• INSTRUCTIONS FOR THE TASK
List each line of the data that holds the word "Keep".

==== PROVIDED RECORDS

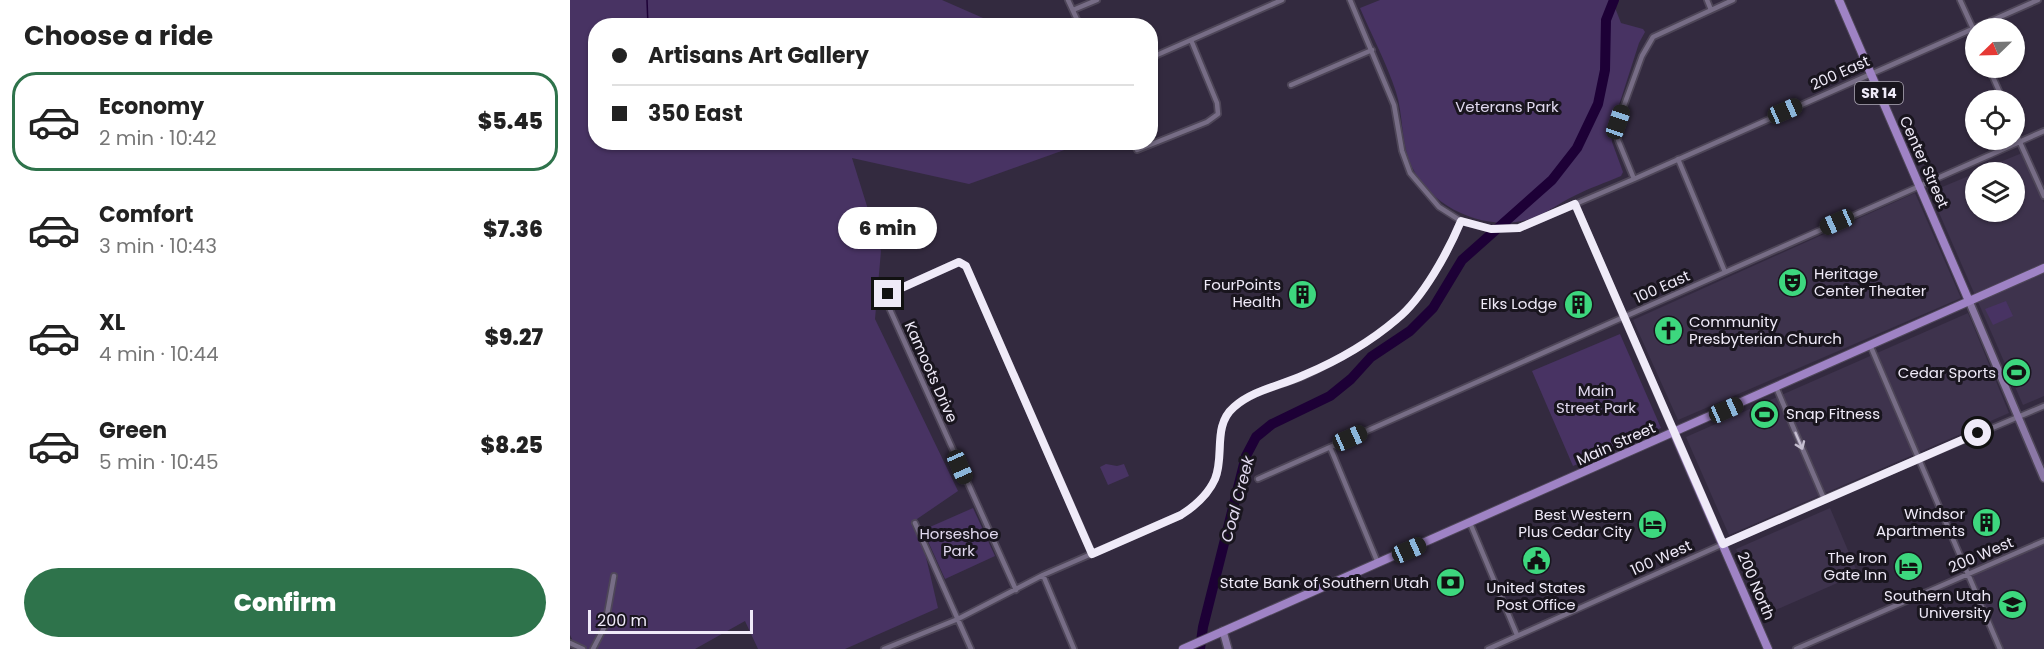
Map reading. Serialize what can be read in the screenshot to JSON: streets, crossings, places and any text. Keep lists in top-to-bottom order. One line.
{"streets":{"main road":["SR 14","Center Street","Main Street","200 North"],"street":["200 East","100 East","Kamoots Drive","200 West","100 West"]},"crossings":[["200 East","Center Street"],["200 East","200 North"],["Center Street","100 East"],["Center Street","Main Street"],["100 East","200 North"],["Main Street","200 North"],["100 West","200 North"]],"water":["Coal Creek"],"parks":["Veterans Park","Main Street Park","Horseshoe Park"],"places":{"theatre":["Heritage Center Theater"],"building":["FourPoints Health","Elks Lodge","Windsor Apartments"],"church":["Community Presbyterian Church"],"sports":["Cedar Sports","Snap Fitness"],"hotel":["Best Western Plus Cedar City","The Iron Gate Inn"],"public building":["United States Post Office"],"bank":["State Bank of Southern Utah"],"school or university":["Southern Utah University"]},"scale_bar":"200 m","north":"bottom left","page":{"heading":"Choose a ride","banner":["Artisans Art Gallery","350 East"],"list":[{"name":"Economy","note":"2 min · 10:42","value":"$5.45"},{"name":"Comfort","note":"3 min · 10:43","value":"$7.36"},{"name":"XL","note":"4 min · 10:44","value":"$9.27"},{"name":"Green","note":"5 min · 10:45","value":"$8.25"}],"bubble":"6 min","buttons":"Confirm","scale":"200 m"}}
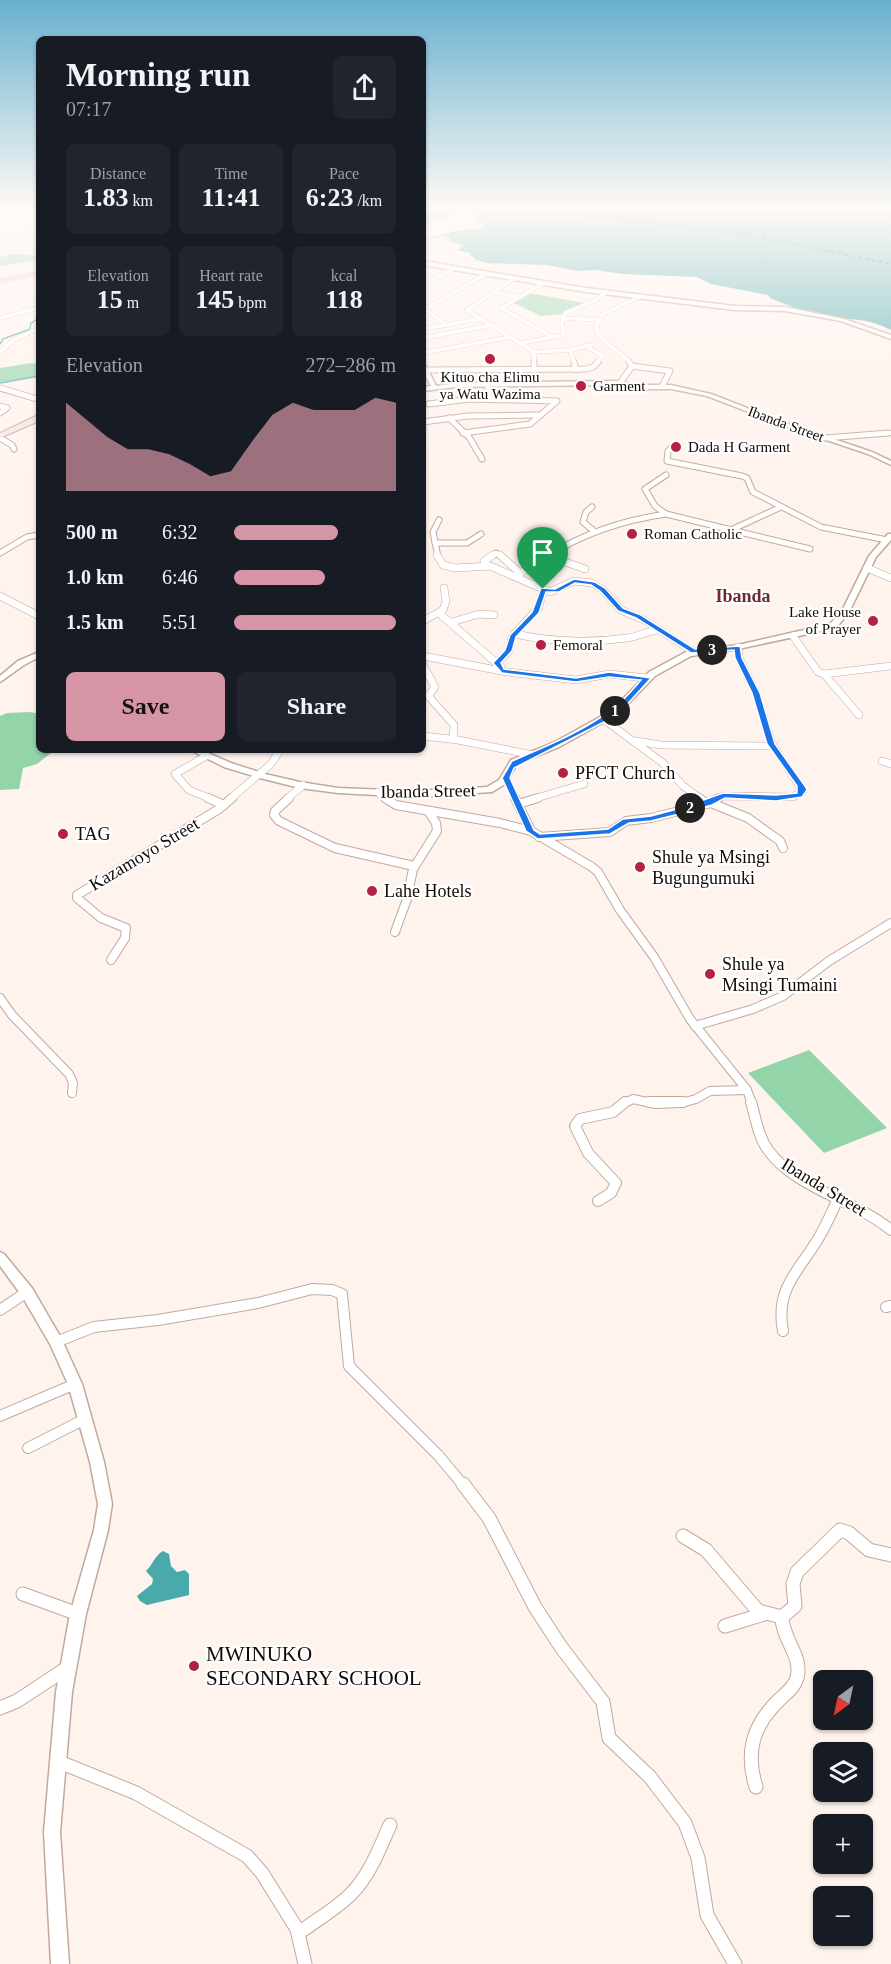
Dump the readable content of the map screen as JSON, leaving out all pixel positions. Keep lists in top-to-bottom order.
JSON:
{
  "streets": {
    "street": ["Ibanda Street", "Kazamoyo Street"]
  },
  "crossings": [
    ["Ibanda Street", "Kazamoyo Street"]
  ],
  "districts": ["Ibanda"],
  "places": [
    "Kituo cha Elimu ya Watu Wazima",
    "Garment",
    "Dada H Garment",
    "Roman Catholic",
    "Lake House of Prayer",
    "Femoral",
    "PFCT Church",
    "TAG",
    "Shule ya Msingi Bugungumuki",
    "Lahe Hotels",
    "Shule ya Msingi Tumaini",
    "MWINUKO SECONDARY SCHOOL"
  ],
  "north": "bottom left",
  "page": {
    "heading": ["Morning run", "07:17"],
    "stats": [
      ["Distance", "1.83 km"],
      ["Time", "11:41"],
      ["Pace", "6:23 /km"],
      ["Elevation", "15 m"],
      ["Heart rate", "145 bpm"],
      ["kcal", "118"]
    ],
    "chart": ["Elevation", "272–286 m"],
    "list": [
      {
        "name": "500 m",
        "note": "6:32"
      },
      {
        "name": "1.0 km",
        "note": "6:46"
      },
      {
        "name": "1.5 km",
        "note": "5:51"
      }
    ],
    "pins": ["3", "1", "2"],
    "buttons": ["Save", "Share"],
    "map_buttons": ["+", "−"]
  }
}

========

• EXERCISE RESPONSE
Map reading. Serialize what can be read in the screenshot to JSON: streets, crossings, places and any text. Keep lists in top-to-bottom order. One line.
Dump the readable content of the map screen as JSON, leaving out all pixel positions. Keep lists in top-to-bottom order.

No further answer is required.